Gilbert, like Darcy, shows his lack of respect by forcing his proposal on the heroine and continuing his suit when refused. When Gilbert comes to propose, Anne tries to stop him; however, he “tak[es] her hand in a clasp from which she could not free it” (AI 143). When Anne “pleadingly” begs him not to speak, he insists, in a self-dramatizing manner reminiscent of Darcy: “I must. Things can’t go on like this. . . . Anne, I love you. You know I do. . . . Will you promise me that some day you’ll be my wife?’” (143). The wording of his proposal is possessive and selfish—asking Anne to be his and never referring to her feelings. Gilbert’s language links him with an earlier suitor for Anne: Charlie Sloane, a stolid, smug, young man, whose person and proposal resemble those of Mr. Collins and who asks Anne to “promise to become Mrs. Charlie Sloane some day” (AI 64). Like Mr. Collins, who stresses how lucky Elizabeth would be to get him, Charlie acts as if he is “conferring a great honor” (64). Gilbert is not smug, but the wording of his offer is too close to Charlie’s. Montgomery deliberately words their proposals similarly, just as Austen makes Darcy’s first proposal echo Mr. Collins’s in presumption. Gilbert’s proposal, in its selfishness and taint by association, shows he is not yet worthy of Anne.
Like Austen, Montgomery highlights an underlying selfishness in the hero. If Gilbert loves Anne as selflessly as he does passionately, he would cease proposing once he knows it distresses her. But like Darcy, Gilbert refuses to accept no for an answer, demanding “some hope” that Anne will change her mind and asking if she loves anyone else (AI 143). Gilbert even blames Anne. When she tells him she wants to remain friends, he replies “bitter[ly]”: “Your friendship can’t satisfy me, Anne. I want your love” (144). Gilbert unjustly places the burden of his desire on Anne; only when she asks him to “[f]orgive” her does he realize he is at fault: “There isn’t anything to forgive. . . . I’ve deceived myself. . . . Good-bye, Anne” (144). Paradoxically, Gilbert becomes worthier of Anne the moment he thinks he has lost her. He accepts responsibility for his feelings and considerately leaves.
Gilbert’s second, successful proposal is similar to Darcy’s second proposal. He words his proposal obliquely, as does Darcy—who refers only to “‘last April,’” and his “‘affections and wishes’” (366)—in order to spare Anne the remembrance of his earlier offer and give her an easy way to refuse him:
I have a dream . . . I persist in dreaming . . . although it . . . seemed . . . it could never come true. . . . I asked you a question over two years ago, Anne. If I ask it again today will you give me a different answer? (AI 242)

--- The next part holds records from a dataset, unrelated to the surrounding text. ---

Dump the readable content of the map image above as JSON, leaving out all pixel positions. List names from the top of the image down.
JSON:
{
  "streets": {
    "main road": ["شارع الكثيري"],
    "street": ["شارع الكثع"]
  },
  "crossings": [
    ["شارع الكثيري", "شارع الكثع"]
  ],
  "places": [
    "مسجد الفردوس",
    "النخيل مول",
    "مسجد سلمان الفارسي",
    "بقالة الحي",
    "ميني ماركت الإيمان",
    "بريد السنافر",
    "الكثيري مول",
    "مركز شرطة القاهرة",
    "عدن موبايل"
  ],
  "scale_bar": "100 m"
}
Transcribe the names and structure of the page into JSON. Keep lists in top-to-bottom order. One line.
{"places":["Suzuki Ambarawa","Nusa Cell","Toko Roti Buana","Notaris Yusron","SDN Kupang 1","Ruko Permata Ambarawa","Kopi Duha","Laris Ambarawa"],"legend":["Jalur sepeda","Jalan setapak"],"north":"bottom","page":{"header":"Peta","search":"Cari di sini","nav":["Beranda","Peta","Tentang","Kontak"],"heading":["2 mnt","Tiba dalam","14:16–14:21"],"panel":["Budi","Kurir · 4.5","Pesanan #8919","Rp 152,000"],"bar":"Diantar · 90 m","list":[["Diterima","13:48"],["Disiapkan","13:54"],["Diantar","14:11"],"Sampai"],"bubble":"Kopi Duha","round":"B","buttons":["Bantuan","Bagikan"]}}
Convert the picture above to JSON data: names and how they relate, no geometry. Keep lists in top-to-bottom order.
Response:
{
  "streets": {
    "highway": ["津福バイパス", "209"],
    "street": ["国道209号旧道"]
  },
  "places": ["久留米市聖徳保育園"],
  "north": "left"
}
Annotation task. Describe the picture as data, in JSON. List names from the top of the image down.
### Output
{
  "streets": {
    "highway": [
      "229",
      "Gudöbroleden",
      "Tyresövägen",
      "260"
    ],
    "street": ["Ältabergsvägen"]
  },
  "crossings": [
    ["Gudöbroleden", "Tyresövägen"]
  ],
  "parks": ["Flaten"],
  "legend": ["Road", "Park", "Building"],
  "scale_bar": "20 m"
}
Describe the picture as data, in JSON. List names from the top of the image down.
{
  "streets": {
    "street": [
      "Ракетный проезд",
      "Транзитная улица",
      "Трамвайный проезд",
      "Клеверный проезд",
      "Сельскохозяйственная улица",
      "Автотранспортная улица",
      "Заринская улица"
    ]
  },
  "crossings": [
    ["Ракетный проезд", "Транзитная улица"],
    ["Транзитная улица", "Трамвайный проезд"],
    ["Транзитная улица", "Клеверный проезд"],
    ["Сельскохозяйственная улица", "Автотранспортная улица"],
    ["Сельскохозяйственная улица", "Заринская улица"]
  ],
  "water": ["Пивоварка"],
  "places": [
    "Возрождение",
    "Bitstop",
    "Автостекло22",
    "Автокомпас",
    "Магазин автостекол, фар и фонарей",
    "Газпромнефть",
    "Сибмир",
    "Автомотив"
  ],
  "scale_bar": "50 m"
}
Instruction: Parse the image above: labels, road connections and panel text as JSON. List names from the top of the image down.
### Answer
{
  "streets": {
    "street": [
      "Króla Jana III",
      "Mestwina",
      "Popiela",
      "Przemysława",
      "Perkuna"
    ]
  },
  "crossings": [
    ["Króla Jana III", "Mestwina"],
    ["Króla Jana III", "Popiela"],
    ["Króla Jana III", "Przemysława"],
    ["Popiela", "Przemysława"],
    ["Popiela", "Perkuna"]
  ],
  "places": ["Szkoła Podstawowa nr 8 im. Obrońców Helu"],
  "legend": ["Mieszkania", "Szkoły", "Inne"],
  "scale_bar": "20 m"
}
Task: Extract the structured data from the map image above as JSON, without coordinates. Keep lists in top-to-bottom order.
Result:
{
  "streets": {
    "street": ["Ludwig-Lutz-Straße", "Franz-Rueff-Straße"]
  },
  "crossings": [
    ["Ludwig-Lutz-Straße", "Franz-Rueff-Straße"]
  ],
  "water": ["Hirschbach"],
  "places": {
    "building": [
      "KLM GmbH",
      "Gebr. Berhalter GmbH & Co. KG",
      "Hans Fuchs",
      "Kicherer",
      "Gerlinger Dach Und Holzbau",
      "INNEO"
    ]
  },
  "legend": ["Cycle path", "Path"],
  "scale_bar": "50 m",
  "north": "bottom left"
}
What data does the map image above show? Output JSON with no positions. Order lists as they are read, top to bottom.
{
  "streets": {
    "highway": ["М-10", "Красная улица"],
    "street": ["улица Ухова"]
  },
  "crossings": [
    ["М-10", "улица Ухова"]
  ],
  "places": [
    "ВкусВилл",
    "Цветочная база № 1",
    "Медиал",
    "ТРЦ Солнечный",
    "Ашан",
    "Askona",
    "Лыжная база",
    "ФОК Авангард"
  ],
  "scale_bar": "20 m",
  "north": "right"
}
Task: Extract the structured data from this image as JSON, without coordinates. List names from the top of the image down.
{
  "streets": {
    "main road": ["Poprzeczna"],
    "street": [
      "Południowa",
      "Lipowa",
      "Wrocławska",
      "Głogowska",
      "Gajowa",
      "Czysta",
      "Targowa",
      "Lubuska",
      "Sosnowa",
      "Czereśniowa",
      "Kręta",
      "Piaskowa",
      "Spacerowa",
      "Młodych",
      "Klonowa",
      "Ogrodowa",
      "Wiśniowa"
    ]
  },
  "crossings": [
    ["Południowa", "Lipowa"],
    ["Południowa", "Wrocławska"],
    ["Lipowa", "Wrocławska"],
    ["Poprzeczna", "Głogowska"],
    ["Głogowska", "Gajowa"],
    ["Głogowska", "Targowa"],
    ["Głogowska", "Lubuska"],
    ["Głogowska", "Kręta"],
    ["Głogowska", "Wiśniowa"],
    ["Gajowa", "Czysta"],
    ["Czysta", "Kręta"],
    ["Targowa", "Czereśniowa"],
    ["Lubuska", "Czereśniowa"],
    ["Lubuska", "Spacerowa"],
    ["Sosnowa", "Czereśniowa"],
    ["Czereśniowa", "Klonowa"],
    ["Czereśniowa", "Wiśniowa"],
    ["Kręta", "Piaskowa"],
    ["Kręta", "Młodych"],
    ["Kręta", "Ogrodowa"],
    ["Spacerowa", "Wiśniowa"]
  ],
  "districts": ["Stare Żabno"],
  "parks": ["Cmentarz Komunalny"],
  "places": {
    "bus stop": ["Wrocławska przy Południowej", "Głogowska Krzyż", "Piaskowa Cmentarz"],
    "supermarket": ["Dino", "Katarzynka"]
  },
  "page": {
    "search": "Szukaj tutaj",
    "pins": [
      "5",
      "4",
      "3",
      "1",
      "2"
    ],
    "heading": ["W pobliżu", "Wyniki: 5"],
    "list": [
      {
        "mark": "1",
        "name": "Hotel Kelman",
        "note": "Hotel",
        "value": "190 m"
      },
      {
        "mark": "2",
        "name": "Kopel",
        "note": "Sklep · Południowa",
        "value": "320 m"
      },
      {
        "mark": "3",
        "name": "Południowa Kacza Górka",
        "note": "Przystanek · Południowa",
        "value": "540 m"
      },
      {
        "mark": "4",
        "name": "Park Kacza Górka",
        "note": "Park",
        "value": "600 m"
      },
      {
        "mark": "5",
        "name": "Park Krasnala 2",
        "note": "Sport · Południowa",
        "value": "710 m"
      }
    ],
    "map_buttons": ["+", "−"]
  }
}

Gilbert finally accepts that his dream of marrying Anne stems from his desire and that Anne’s response must be rooted in hers. Gilbert has hopes that Anne’s feelings have changed as he proposes on the advice of a mutual friend (AI 244)—a neat twist on Lady Catherine’s angry meeting with Darcy after her confrontation with Elizabeth, which causes Darcy “‘to hope’” (367). That both men make their second offers with hope, not complacency, assures their being accepted, for their respectful attitudes show that they merit these heroines, both so “‘worthy of being pleased’” (369).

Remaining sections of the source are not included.